While we wait for the food to cook, John explains that in Hmong culture if you take something from the woods, it's only right to use every part of the animal. "We believe that if we do the right things," he says, "our ancestors who watch over us will bless us with luck."

Before long, two squirrel dishes flank a bowl of sticky rice in the center of the table. Each setting has small dishes with thinly sliced Thai chilies floating in fish oil. It's time to eat. John demonstrates how to grab a chunk of sticky rice and press it into the laab, which he's spooned onto his plate. I follow his lead, dipping the rice and minced-meat salad into fish oil, then take my first bite. It's savory and spicy with a hint of sour and not a trace of gaminess. In short, it's amazing, and soon I'm ready for a second helping.

John encourages me to try the stew. Without all the spice, this dish retains the distinctive gamey flavor of squirrel. The meat is tender, though, and the skin, which has the texture of calamari, is not unpleasant.

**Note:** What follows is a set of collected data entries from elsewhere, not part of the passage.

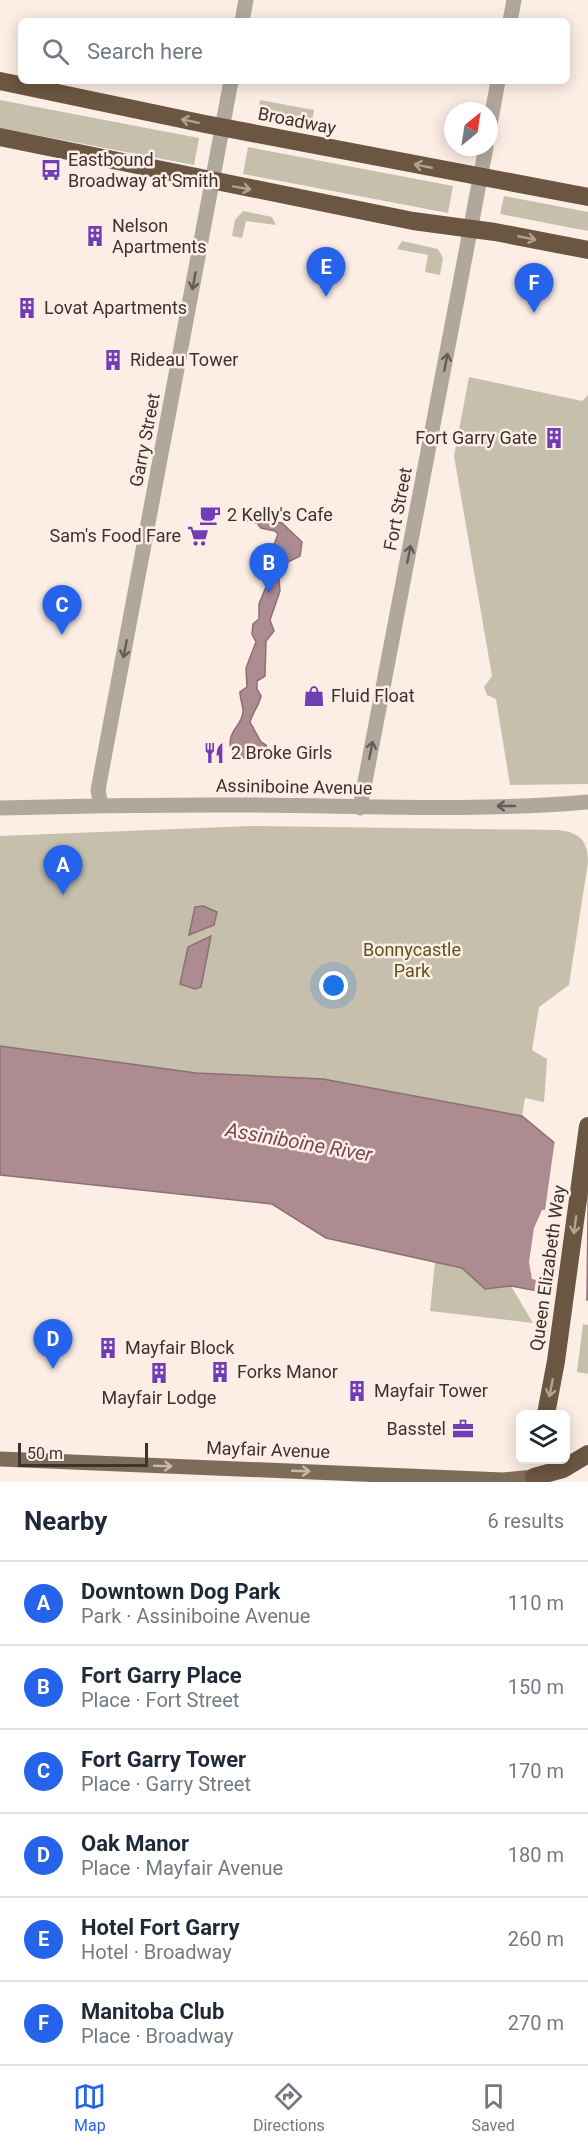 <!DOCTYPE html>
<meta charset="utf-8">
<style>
:root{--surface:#fff;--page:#f6f6f7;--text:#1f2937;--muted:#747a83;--line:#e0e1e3;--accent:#2563eb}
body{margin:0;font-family:Roboto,sans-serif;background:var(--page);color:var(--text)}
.controls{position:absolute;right:18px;bottom:18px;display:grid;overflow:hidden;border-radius:9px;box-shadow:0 3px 15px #0003}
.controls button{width:54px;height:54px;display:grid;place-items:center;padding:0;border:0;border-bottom:2px solid var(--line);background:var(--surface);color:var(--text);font:30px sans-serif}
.compass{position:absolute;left:444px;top:102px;width:54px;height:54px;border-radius:50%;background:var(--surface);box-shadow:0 3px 15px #0003;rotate:30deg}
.scale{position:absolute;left:18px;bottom:15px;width:130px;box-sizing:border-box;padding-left:6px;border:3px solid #3d332e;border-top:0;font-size:16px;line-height:21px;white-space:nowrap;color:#3d332e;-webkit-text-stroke:4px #fcede5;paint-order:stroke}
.you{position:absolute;left:334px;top:986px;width:21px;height:21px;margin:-15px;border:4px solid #fff;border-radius:50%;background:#1a73e8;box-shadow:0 0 0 9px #1a73e833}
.badge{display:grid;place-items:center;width:39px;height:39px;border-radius:50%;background:var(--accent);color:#fff;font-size:20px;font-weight:700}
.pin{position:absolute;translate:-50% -50px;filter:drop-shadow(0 2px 3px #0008)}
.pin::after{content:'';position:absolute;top:32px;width:21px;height:18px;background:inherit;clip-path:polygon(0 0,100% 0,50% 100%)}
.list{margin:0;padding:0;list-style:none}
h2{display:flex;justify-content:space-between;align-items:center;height:78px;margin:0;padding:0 24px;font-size:26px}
h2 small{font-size:20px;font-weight:400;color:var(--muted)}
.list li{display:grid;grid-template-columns:39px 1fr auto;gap:18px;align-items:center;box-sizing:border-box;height:84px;padding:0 24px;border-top:2px solid var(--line)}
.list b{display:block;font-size:22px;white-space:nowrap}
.list p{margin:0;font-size:20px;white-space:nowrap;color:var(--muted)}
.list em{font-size:20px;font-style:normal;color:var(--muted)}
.icon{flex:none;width:33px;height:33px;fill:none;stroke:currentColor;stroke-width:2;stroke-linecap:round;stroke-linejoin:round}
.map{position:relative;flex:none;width:588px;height:1482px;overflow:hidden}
.search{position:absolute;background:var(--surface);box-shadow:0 3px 15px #0003;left:18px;right:18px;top:18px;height:66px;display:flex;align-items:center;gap:15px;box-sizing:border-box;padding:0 21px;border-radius:9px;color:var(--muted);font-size:22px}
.sheet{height:582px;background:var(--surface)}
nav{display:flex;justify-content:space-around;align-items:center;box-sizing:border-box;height:84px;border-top:2px solid var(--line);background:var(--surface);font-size:16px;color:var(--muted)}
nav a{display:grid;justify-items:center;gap:3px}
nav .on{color:var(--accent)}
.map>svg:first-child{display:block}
</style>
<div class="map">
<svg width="588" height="1482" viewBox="0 0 588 1482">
<rect width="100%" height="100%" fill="#fcede5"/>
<path fill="#c5bfac" d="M0,100L199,138L194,165L0,128Z
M260,100L314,110L312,121L258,111Z
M248,147L453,186L448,213L243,174Z
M504,196L588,212V231L500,214Z
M243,211L272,217L276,225L246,221L242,238L232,236L235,220Z
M402,241L438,249L443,258L440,275L425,272L428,255L397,249Z
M469,377L582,401L588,395V784L510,785L496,699L487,695L484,687L492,676L454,456Z
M251,826L557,830C579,832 588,840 588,862L569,985L539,1007L532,1050L547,1059L544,1102L525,1098L522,1116L323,1079L196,1073L0,1046V836Z
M435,1262L463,1268L485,1289L511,1286L533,1323L430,1311Z
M583,1324L588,1325V1374L577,1372Z"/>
<path fill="#ac8b91" stroke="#8b7173" stroke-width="1.5" d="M249,510L263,512L267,520L282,523L302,542L300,556L286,563L281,570L279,579L280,591L270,620L274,631L266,641L265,676L257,681V689L261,696C259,706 253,711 250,722L261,742L266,745L268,752L263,758C249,760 225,759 231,737C234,727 243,722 243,711C243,705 240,699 240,692L247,687L246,668L256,642L252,634L253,624L259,619V604L275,565L272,550L278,534L275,531L261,528L257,523L247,521Z
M203,906L217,912L214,925L189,935L195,907Z
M211,936L201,987L195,989L180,984L188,947Z
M0,1046L196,1073L323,1079L522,1116L568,1154L588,1162V1300L511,1286L485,1289L462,1268L326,1238L272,1204L0,1175Z"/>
<path fill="#fcede5" d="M555,1139L569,1151L588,1159L586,1303L534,1293L536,1280L532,1279L529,1262L534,1228L542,1210H545Z"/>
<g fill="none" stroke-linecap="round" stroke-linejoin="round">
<path stroke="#b1a89d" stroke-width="15" d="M242,21L246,0
M510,21L514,0
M489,130L498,81
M101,806L98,790L231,81
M0,808C70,806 140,805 210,805C336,804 462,813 588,802
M360,808L486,147"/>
<path stroke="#7d6c59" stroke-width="15" d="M0,1459L503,1480L534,1477"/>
<path stroke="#6a5641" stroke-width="18" d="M0,81L205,124L588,197
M0,137L413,221L495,232L588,250
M546,1414L556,1361L588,1126
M534,1477L563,1469L588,1454"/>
</g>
<defs><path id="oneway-shaft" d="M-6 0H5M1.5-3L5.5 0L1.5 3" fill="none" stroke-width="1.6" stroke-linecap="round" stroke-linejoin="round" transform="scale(1.5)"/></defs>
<g stroke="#b3a293">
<use href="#oneway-shaft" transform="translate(190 121) rotate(-168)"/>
<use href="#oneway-shaft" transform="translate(423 166) rotate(-169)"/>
<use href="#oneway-shaft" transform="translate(242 188) rotate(10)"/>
<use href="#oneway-shaft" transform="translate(527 238) rotate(11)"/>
<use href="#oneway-shaft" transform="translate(575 1225) rotate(98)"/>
<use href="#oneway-shaft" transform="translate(551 1388) rotate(101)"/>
</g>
<g stroke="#665c55">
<use href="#oneway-shaft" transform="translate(194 281) rotate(100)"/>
<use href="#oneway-shaft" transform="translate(446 362) rotate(-79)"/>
<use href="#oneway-shaft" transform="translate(409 554) rotate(-79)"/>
<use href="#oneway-shaft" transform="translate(125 649) rotate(101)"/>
<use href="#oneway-shaft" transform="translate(371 750) rotate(-79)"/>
<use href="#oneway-shaft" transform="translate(506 806) rotate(180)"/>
</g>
<g stroke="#c9b9ad">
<use href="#oneway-shaft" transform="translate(163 1466) rotate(2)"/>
<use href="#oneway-shaft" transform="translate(301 1471) rotate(2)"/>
</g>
<defs>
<symbol id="bus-bare" viewBox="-9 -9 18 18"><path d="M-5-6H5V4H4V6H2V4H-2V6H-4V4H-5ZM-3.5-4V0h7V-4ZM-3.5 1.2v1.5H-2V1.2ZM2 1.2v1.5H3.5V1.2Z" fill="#703db4" stroke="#fcede5" stroke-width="2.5" paint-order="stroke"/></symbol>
<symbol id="building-bare" viewBox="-9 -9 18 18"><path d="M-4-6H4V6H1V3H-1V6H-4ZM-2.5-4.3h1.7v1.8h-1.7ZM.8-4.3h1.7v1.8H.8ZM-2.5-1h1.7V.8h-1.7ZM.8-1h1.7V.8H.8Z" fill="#703db4" stroke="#fcede5" stroke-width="2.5" paint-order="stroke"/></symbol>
<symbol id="cafe-bare" viewBox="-9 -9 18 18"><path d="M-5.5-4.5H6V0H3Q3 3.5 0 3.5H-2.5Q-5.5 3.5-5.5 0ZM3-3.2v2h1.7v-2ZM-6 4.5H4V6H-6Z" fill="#703db4" stroke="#fcede5" stroke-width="2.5" paint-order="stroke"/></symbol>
<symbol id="supermarket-bare" viewBox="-9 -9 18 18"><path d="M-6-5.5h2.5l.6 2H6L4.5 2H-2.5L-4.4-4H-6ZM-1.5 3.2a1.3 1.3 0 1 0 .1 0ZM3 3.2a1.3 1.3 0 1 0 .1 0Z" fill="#703db4" stroke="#fcede5" stroke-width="2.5" paint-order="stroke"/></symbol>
<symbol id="shop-bare" viewBox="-9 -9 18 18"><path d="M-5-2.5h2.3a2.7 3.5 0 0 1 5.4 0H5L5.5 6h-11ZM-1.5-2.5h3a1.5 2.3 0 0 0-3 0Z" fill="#703db4" stroke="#fcede5" stroke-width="2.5" paint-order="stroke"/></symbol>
<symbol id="restaurant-bare" viewBox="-9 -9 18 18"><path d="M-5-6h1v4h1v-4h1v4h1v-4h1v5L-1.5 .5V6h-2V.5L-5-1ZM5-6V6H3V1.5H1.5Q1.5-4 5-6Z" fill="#703db4" stroke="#fcede5" stroke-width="2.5" paint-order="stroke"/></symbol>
<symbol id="office-bare" viewBox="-9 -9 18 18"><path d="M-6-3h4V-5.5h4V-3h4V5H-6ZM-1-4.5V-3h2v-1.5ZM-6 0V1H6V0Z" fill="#703db4" stroke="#fcede5" stroke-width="2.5" paint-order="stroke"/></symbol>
</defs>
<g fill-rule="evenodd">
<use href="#bus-bare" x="36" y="155" width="30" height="30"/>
<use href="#building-bare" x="80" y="221" width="30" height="30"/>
<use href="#building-bare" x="12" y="293" width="30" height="30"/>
<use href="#building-bare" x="98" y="345" width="30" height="30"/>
<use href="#building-bare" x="539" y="423" width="30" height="30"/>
<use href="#cafe-bare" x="195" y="500" width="30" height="30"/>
<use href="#supermarket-bare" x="183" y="521" width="30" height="30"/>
<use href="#shop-bare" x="299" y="681" width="30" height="30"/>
<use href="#restaurant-bare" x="199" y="738" width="30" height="30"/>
<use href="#building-bare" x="93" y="1333" width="30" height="30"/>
<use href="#building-bare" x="205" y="1357" width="30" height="30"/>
<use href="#building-bare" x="144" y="1358" width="30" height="30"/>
<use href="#building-bare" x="342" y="1376" width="30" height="30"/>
<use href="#office-bare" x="448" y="1414" width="30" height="30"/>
</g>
<g text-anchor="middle" stroke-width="5" stroke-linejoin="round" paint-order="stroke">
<g font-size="18" fill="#3d332e" stroke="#fcede5">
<text transform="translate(297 121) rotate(11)" y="6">Broadway</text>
<text transform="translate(145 440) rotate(-79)" y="6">Garry Street</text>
<text transform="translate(398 509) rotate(-79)" y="6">Fort Street</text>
<text transform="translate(294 787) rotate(1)" y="6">Assiniboine Avenue</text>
<text transform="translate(548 1268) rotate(-82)" y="6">Queen Elizabeth Way</text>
<text transform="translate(268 1450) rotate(2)" y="6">Mayfair Avenue</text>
</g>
<g font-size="18" fill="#3d332e" stroke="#fcede5" text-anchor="start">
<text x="68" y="166">Eastbound<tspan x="68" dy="21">Broadway at Smith</tspan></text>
<text x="112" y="232">Nelson<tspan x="112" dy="21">Apartments</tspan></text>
<text x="44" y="314">Lovat Apartments</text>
<text x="130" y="366">Rideau Tower</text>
<text x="537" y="444" text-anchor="end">Fort Garry Gate</text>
<text x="227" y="521">2 Kelly's Cafe</text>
<text x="181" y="542" text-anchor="end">Sam's Food Fare</text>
<text x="331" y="702">Fluid Float</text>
<text x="231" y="759">2 Broke Girls</text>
<text x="125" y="1354">Mayfair Block</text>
<text x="237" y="1378">Forks Manor</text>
<text x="374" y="1397">Mayfair Tower</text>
<text x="159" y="1404" text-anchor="middle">Mayfair Lodge</text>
<text x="446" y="1435" text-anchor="end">Basstel</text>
</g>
<g font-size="18" fill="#62521f" stroke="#fcede5">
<text x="412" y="956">Bonnycastle<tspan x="412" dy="21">Park</tspan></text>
</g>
<g font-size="20" font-style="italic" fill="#794652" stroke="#fcede5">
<text transform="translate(299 1142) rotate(10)" y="7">Assiniboine River</text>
</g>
</g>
</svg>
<div class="controls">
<button><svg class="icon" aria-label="layers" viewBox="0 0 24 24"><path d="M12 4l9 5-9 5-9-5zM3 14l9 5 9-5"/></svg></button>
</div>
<svg class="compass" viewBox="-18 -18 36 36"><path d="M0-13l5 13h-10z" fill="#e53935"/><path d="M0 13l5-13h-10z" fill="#747a83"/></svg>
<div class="scale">50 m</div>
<div class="you"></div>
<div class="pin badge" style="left:63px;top:895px">A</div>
<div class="pin badge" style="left:269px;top:593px">B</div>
<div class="pin badge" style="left:62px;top:635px">C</div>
<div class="pin badge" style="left:53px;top:1369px">D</div>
<div class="pin badge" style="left:326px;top:297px">E</div>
<div class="pin badge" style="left:534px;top:313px">F</div>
<div class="search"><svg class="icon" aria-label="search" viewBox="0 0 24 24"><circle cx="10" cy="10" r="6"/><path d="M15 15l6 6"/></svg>Search here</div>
</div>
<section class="sheet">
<h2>Nearby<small>6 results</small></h2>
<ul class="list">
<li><span class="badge">A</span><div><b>Downtown Dog Park</b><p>Park · Assiniboine Avenue</p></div><em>110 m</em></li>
<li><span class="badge">B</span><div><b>Fort Garry Place</b><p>Place · Fort Street</p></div><em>150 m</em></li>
<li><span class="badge">C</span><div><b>Fort Garry Tower</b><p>Place · Garry Street</p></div><em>170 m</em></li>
<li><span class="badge">D</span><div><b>Oak Manor</b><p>Place · Mayfair Avenue</p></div><em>180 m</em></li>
<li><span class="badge">E</span><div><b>Hotel Fort Garry</b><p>Hotel · Broadway</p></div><em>260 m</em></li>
<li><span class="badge">F</span><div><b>Manitoba Club</b><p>Place · Broadway</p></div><em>270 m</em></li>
</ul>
</section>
<nav>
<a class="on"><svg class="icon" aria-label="map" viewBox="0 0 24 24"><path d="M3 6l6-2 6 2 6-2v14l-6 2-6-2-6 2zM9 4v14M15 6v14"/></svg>Map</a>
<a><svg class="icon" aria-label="directions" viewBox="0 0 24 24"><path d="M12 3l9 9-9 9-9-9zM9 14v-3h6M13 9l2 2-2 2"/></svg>Directions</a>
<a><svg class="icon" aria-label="saved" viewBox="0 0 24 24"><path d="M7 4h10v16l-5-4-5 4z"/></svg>Saved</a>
</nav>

Comparing this hunt with my usual upland bird hunting pursuits, I am taken by the simplicity of our day in the woods and the fine meal in front of me. I tell John I'd hunt squirrels again, provided he'd do the cooking. We agree to find time next season, but my reintroduction to squirrel hunting was not yet complete.

"I think you need to try a squirrel brain," says Yeleng.

"It's a delicacy," John assures me.

So, with a bit of instruction, I pluck out a small, gray morsel from the head of a squirrel. Its texture is soft and dense like a dumpling, and the taste is not unlike the rest of the stew.

"Not bad," I say casually, under the quizzical gazes of everyone at the table.

"Eat your heart out, Andrew Zimmern," says John to everyone's approving laughs. "That's how we do it."

I take a sip of melon-infused water. It's bland but strangely refreshing and cools the sting of the Thai chilies.

Looking above the table at a large portrait of John's father, dressed in a white military uniform, I wonder briefly if he would find my presence odd. Then my mind wanders back to the last time I ate squirrel. I think of my aunt who prepared it for me. She passed away more than a decade ago. To this day, my mother believes the sight of a northern cardinal is a sign that her twin sister is checking on her. With the day's events still bright in my mind, the notion that our ancestors watch over us and bring us luck no longer feels foreign.